I’m formally educated…

in Illustration using all types of medium like watercolor, gouache, oil, acrylic, conté crayon, charcoal, various type of pressed colored powder, air brush, and mixed media. I loved acrylic because you could apply a vast amount of color and mix colors without too much complication. I hated acrylic because it dried so fast and the texture was not very smooth.

UnTree

Work In Progress Painting. Title UnTree

Enter electronic media.

My very first digital illustration was done with Aldus FreeHand. The subject was a simple illustration of an African Violet in a shiny black pot sitting on my glass desk. It was beautiful.

I used vector shapes and filled them with color. At that time there was no gradation or layers and so I just figured it out with multiple layers upon layers of color variations to simulate gradation. Now I paint with Adobe Photoshop. Photoshop is akin to airbrushing. Of course Photoshop has moved beyond airbrushing but most all of the lingo and processes in the first Photoshop versions were based on airbrushing for retouching and composition of photos, thus the name.

I’ve tried other software such as Painter and Canvas and they have grown to be beautiful and useful tools but Photoshop comes with Creative Suite; I use CS for work; and Photoshop is thorough. There is nothing in any painting software that Photoshop doesn’t do better.
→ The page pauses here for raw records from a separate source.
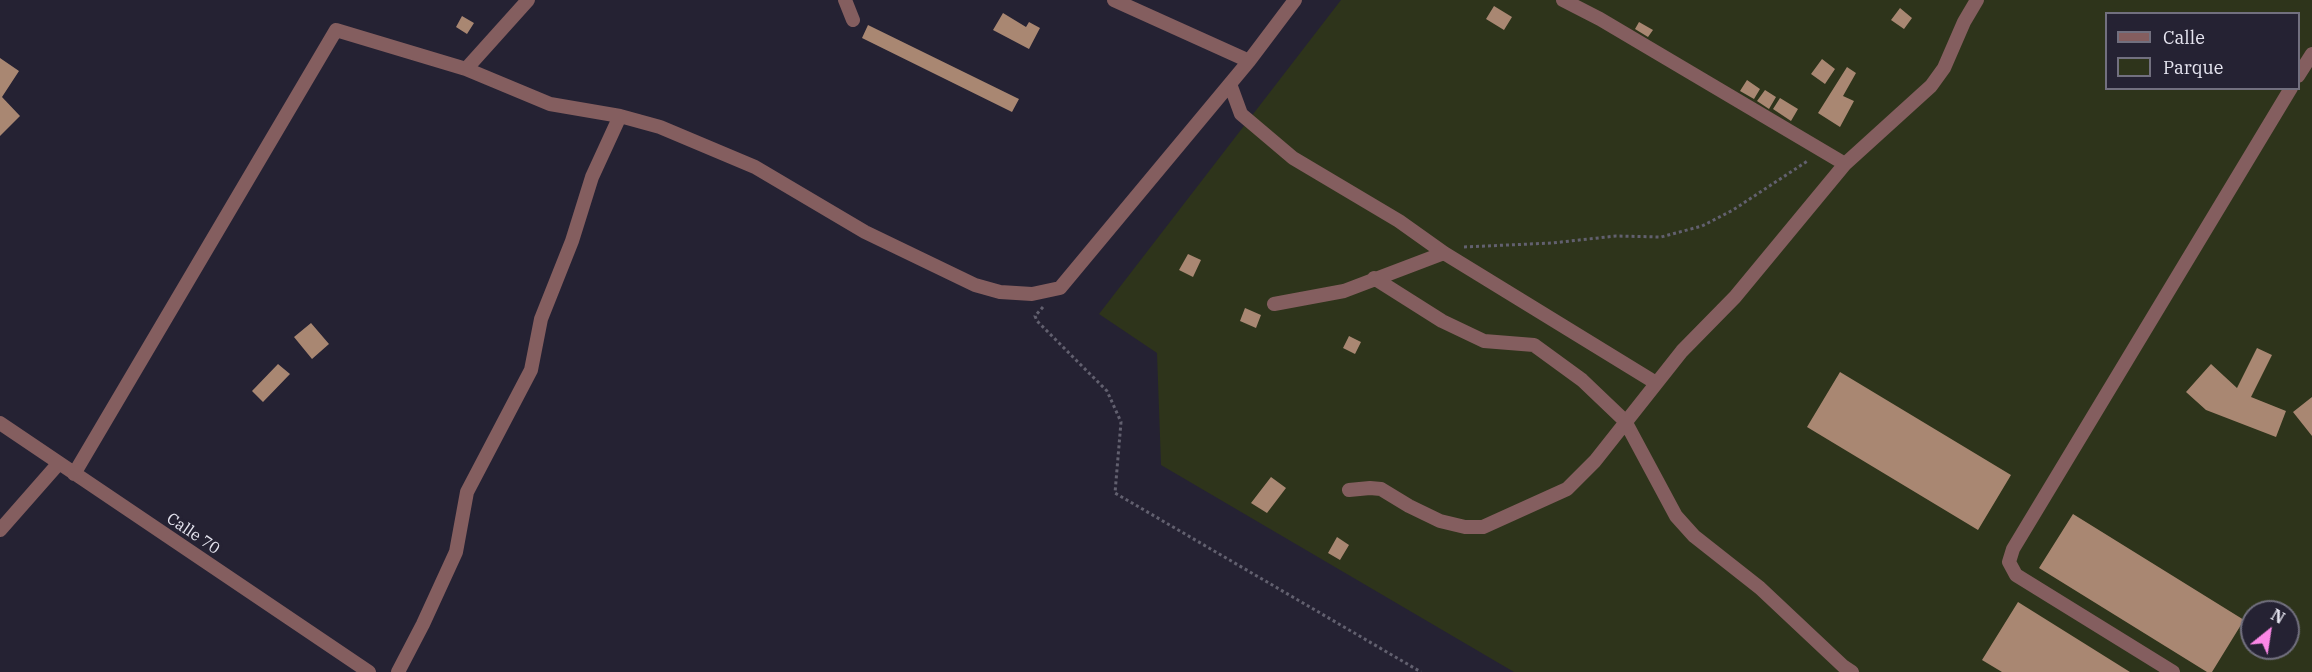 <!DOCTYPE html>
<html>
<head>
<meta charset="utf-8">
<style>
	body { margin:0 }
	#map { position:relative; width:2312px; height:672px; overflow:hidden; background:#252233; font-family:"IBM Plex Serif",serif }
	canvas { display:block }
	.legend { position:absolute; left:2105px; top:12px; width:195px; height:78px; box-sizing:border-box; background:#252233; border:2px solid #72707f; margin:0; padding:8px 10px; list-style:none; font-size:18px; color:#e6e5f0 }
	.legend li { display:flex; align-items:center; gap:12px; height:30px }
	.legend b { width:30px; border:2px solid #72707f }
	.north { position:absolute; left:2240px; top:600px; width:60px; height:60px; box-sizing:border-box; background:#252233; border:2px solid #72707f; border-radius:50%; rotate:30deg; font-size:16px; font-weight:700; line-height:24px; text-align:center; color:#e6e5f0 }
	.north::after { content:''; display:block; margin:auto; width:21px; height:27px; background:#fb87e6; clip-path:polygon(50% 0,100% 100%,50% 72%,0 100%) }
</style>
</head>
<body>
<div id="map">
<canvas width="2312" height="672"></canvas>
<ul class="legend">
<li><b style="height:8px;background:#845e5f"></b>Calle</li>
<li><b style="height:16px;background:#2e341b"></b>Parque</li>
</ul>
<div class="north">N</div>
</div>
<script>
const context = document.querySelector('canvas').getContext('2d');
context.lineJoin = 'round';
function fillPath(path, color) {
  context.fillStyle = color;
  context.fill(path, 'evenodd');
}
function poly(rows) {
  const path = new Path2D();
  for (const r of rows) {
    path.moveTo(r[0], r[1]);
    for (let i = 2; i < r.length; i += 2) path.lineTo(r[i], r[i + 1]);
  }
  return path;
}
function stroke(path, color, width, dash) {
  context.strokeStyle = color;
  context.lineWidth = width;
  context.lineCap = dash ? 'butt' : 'round';
  context.setLineDash(dash || []);
  context.stroke(path);
}
function label(font, color, halo, rows, align = 'center') {
  context.font = font + ' "IBM Plex Serif",serif';
  context.lineWidth = 6;
  context.setLineDash([]);
  context.textBaseline = 'middle';
  context.strokeStyle = halo;
  context.fillStyle = color;
  for (const [text, x, y, turn = 0] of rows) {
    context.save();
    context.translate(x, y);
    context.rotate((+turn || 0) * Math.PI / 180);
    context.textAlign = isNaN(turn) ? turn : align;
    if (halo) context.strokeText(text, 0, 0);
    context.fillText(text, 0, 0);
    context.restore();
  }
}
fillPath(poly([
	[1341,0,2312,0,2312,672,1514,672,1161,465,1157,353,1099,314],
	[2106,14,2298,14,2298,88,2106,88],
	[2252,612,2288,612,2288,648,2252,648]
]), '#2e341b');
fillPath(poly([
	[1494,6,1512,17,1504,30,1486,19],
	[1900,8,1912,18,1904,29,1891,20],
	[1003,13,1026,27,1029,22,1040,28,1029,49,993,30],
	[462,16,474,23,467,34,456,27],
	[1639,22,1653,30,1648,37,1635,29],
	[868,25,1019,99,1012,112,862,38],
	[0,58,19,71,2,97,20,116,0,136],
	[1822,59,1835,69,1825,84,1811,74],
	[1847,67,1856,73,1843,96,1854,101,1840,127,1818,113],
	[1747,80,1760,89,1754,99,1740,91],
	[1765,90,1776,97,1769,109,1757,101],
	[1780,98,1798,109,1791,121,1773,109],
	[1188,254,1201,260,1193,277,1179,270],
	[1245,308,1261,315,1256,328,1240,321],
	[311,323,329,344,312,359,294,337],
	[1349,336,1361,342,1355,354,1343,348],
	[2257,348,2272,355,2251,397,2286,411,2276,437,2206,410,2186,392,2211,364,2237,388],
	[278,364,290,374,263,402,252,391],
	[1840,372,2011,475,1978,530,1807,427],
	[2312,397,2312,436,2293,412],
	[1271,477,1286,488,1267,513,1251,503],
	[2073,514,2244,620,2212,672,2207,672,2039,568],
	[1337,537,1349,545,1340,560,1328,553],
	[2018,602,2130,672,2002,672,1982,660]
]), '#a98772');
stroke(poly([
	[1464,247,1552,243,1616,236,1661,237,1702,226,1733,210,1809,160],
	[1043,307,1035,316,1037,321,1107,391,1121,422,1115,493,1421,672]
]), '#62606f', 3, [3, 3]);
stroke(poly([
	[845,0,853,20],
	[1114,0,1249,61],
	[1563,0,1600,19,1845,164],
	[466,69,528,0],
	[2298,76,2312,54],
	[1230,84,1241,114,1293,158,1399,221,1444,253,1656,383],
	[1374,278,1442,321,1484,341,1534,345,1582,380,1625,421,1676,516,1694,536,1760,588,1843,666,1852,672],
	[1274,304,1344,291,1444,253],
	[0,423,369,672],
	[74,474,336,30,466,69,550,104,620,116,660,127,755,167,865,232,975,285,1000,292,1032,294,1060,288,1249,61,1295,0],
	[1349,490,1370,488,1381,489,1409,506,1440,521,1465,527,1483,527,1567,489,1595,461,1682,351,1735,297,1845,164,1931,86,1944,68,1964,22,1977,0],
	[0,530,59,463],
	[398,672,423,624,456,552,467,492,531,370,541,319,572,241,592,177,620,116],
	[2173,672,2016,575,2009,562,2013,549,2291,88]
]), '#845e5f', 14);
label('16px', '#e6e5f0', '#252233', [
	["Calle 70",193,534,34]
]);
</script>
</body>
</html>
It’s just a matter of finding where it’s hidden in the palettes, filters, or ingenuity.

Coupled with my Wacom tablet and stylus, dual monitors, and the thought of knowing I don’t have to mix and store vats of paint, wash my countless brushes, or scrape paint off my tools and clothes. I can put all my time into applying paint and setting those doodles and images that are in my head onto the digital canvas. The best part of all is knowing that at 3 in the morning when I can’t keep my eyes open any longer, I can just roll into bed and not worry about whether the cats will spill the dirty water. I don’t have to worry about all the paint drying on the brushes.